= Egon Monk =

Egon Monk (18 May 1927 – 28 February 2007) was a German actor, director and author.

==Biography==
Monk was born in Berlin, Germany and grew up in Berlin-Wedding. He served in the German Air Force in World War II (1943–1945). After the war he became an actor. Later he worked for RIAS Berlin (1954–1959) and for the NDR. He died in Hamburg, Germany.

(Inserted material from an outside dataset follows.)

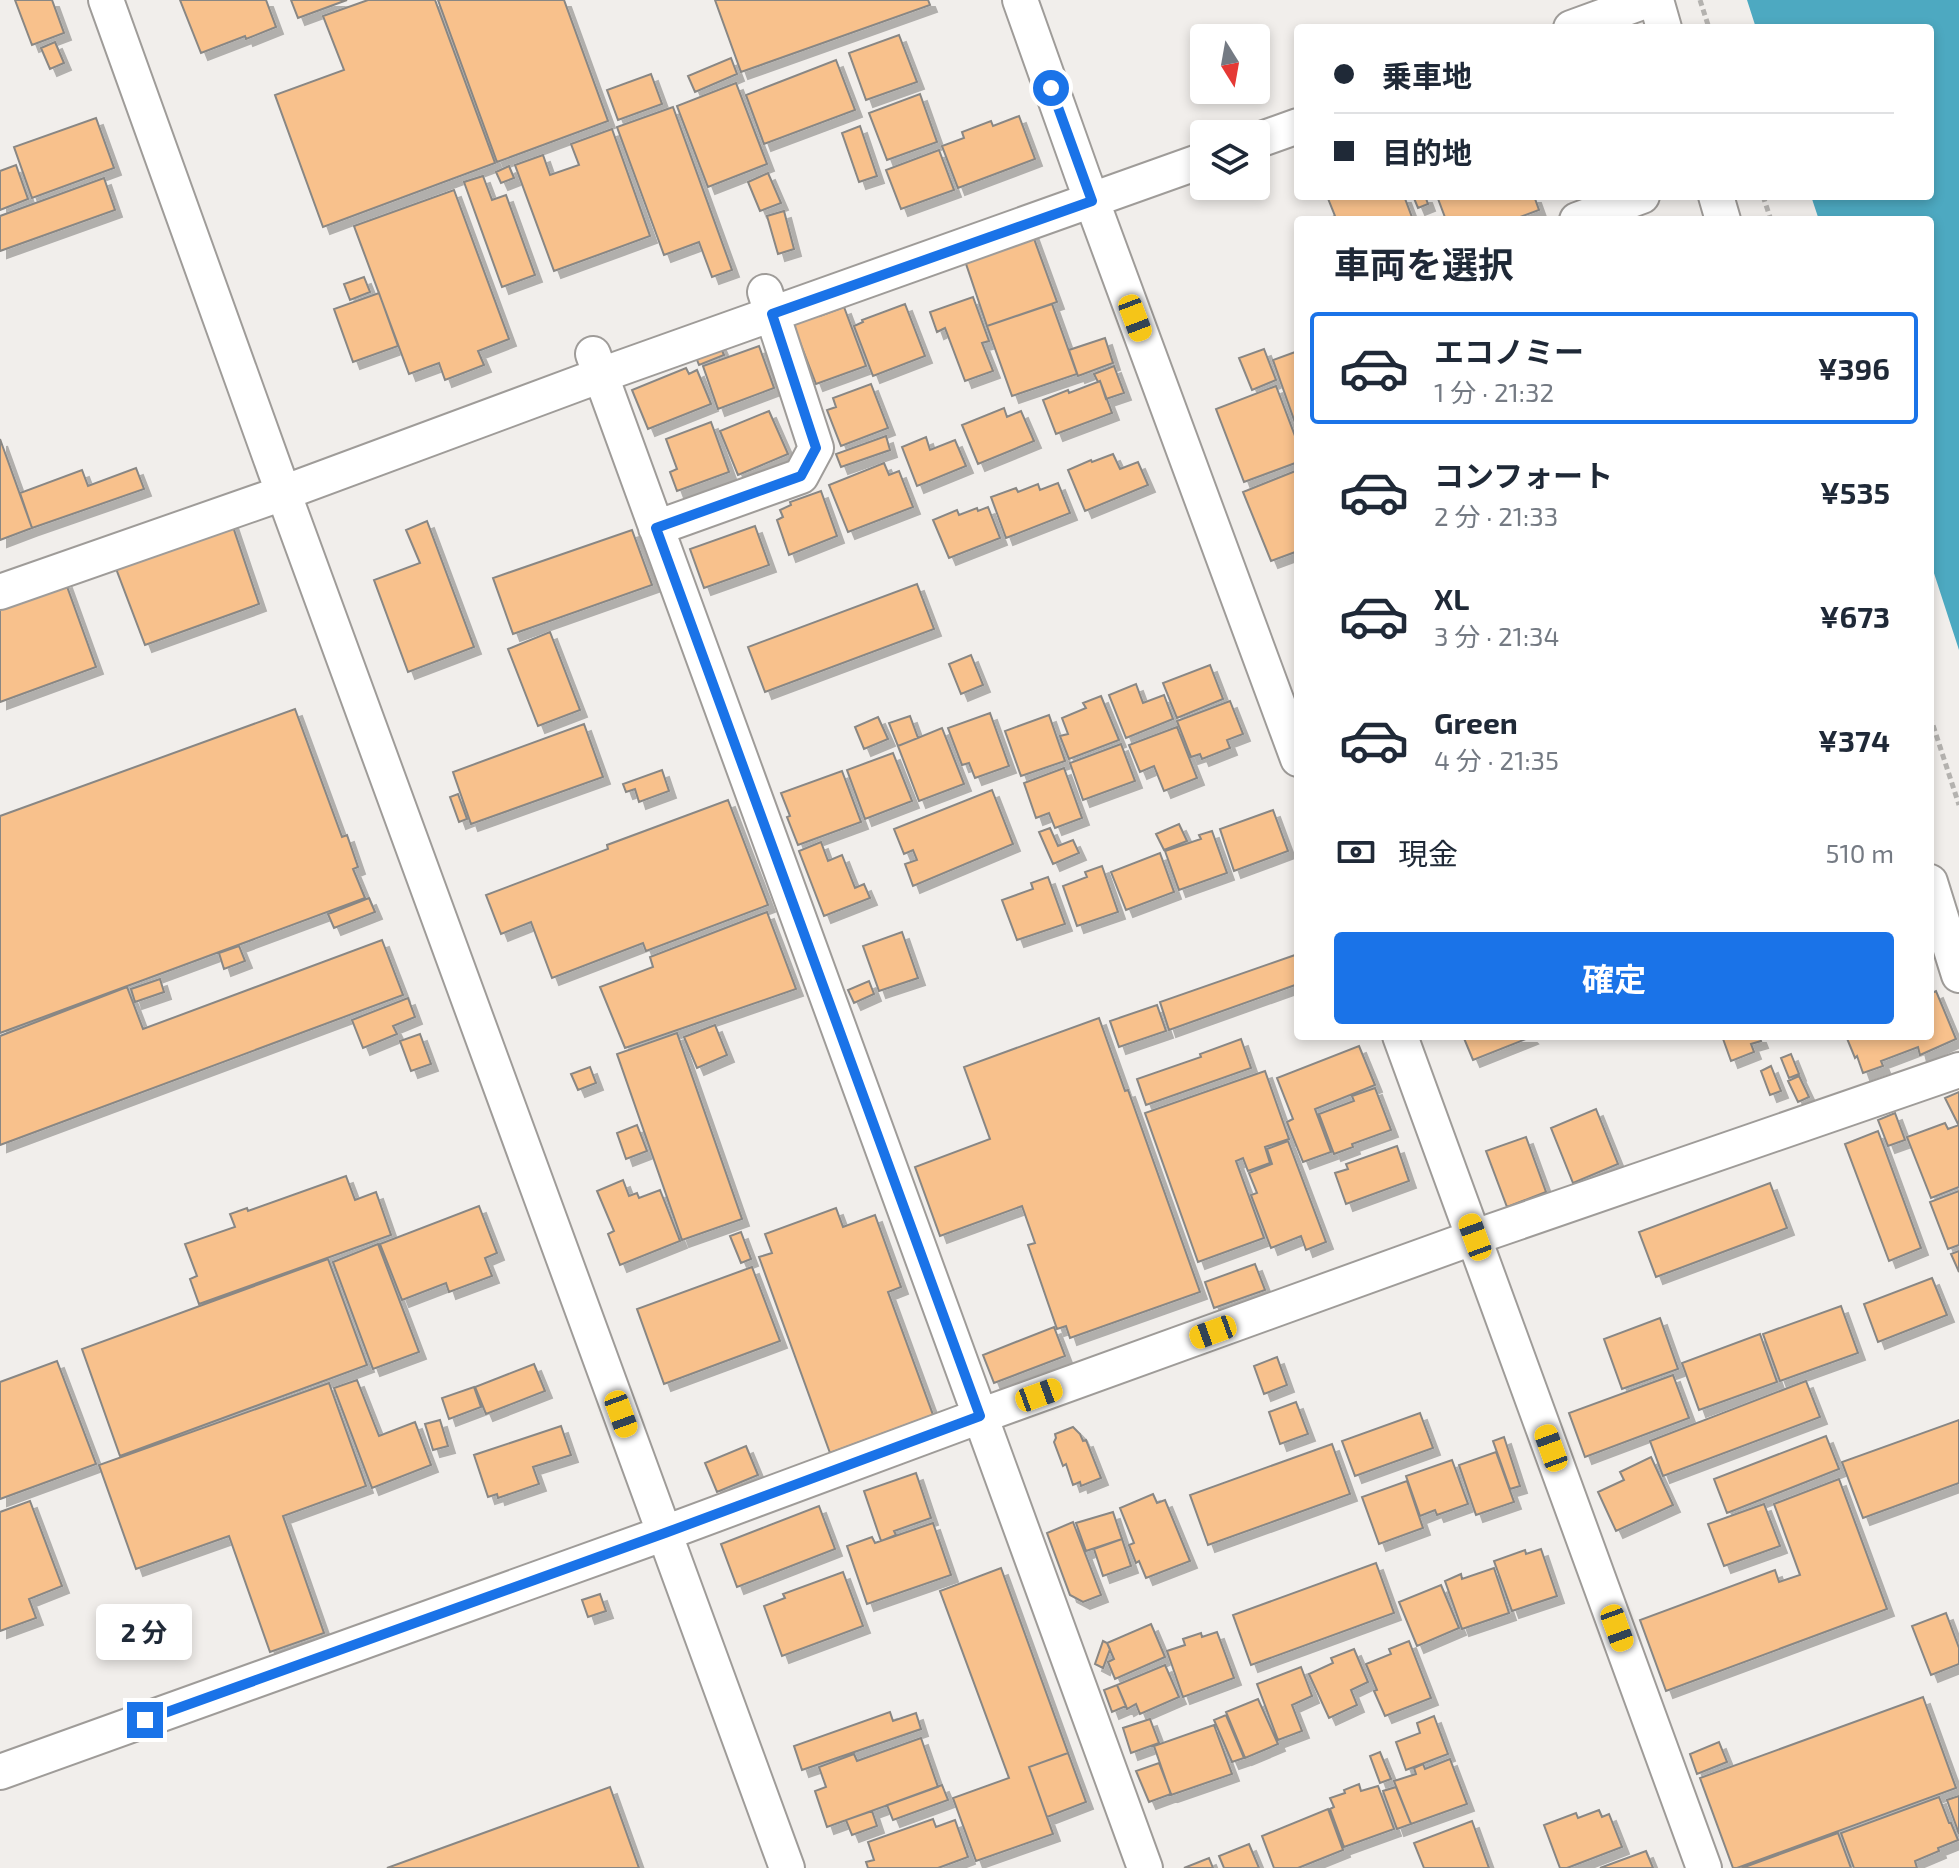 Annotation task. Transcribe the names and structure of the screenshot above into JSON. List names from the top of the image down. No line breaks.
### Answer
{"north":"bottom","page":{"banner":["乗車地","目的地"],"heading":"車両を選択","list":[{"name":"エコノミー","note":"1 分 · 21:32","value":"¥396"},{"name":"コンフォート","note":"2 分 · 21:33","value":"¥535"},{"name":"XL","note":"3 分 · 21:34","value":"¥673"},{"name":"Green","note":"4 分 · 21:35","value":"¥374"}],"pay":["現金","510 m"],"buttons":"確定","bubble":"2 分"}}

In 2019, a two-part German-Austrian-Czech fictional film was produced as a biopic and docudrama for television from 2019. It deals with the life and work of the playwright and poet Bertolt Brecht and features 'Egon Monk' portrayed by Franz Dinda. The film was shot based on the script by Heinrich Breloer and directed by him. The premiere took place at the 2019 Berlinale.

==Awards and honors==
Monk won three Teleplay Awards at the Baden-Baden TV Film Festival (1966, 1973, 1989) and one German Critics Association Award (1988).

==Filmography==
===Television director===
- Die Gewehre der Frau Carrar (1953) — (based on Señora Carrar's Rifles)
- Das Geld, das auf der Straße liegt (1958) — (based on a play by Werner Jörg Lüddecke)
- Die Brüder (1958) — (based on Pierre et Jean)
- Life of Galileo (1962) — (based on Life of Galileo)
- Anfrage (1962) — (based on a novel by Christian Geissler)
- Schlachtvieh (1963) — (screenplay by Christian Geissler)
- Wassa Schelesnowa (1963) — (based on Vassa Zheleznova)
- Mauern (1963) — (screenplay by Gunther R. Lys)
- Friday in Wilhelmsburg (1964) — (screenplay by Christian Geissler)
- Ein Tag – Bericht aus einem deutschen Konzentrationslager 1939 (1965) — (based on a memoir by Gunther R. Lys)
- The Moment of Peace (1965, TV anthology film, co-directors: Georges Franju, Tadeusz Konwicki)
- Preis der Freiheit (1966) — (screenplay by Dieter Meichsner)
- Über den Gehorsam. Szenen aus Deutschland, wo die Unterwerfung des eigenen Willens unter einen fremden als Tugend gilt (1968)
- Goldene Städte (1969) — (based on Their Very Own and Golden City by Arnold Wesker)
- Die Räuber (1969) — (based on The Robbers)
- Industrielandschaft mit Einzelhändlern (1970)
- Bauern, Bonzen und Bomben (1973, TV miniseries) — (based on a novel by Hans Fallada)
- Die Gewehre der Frau Carrar (1975) — (based on Señora Carrar's Rifles)
- The Oppermanns (1983, TV film) — (based on The Oppermanns)
- Die Bertinis (1988, TV miniseries) — (based on a novel by Ralph Giordano)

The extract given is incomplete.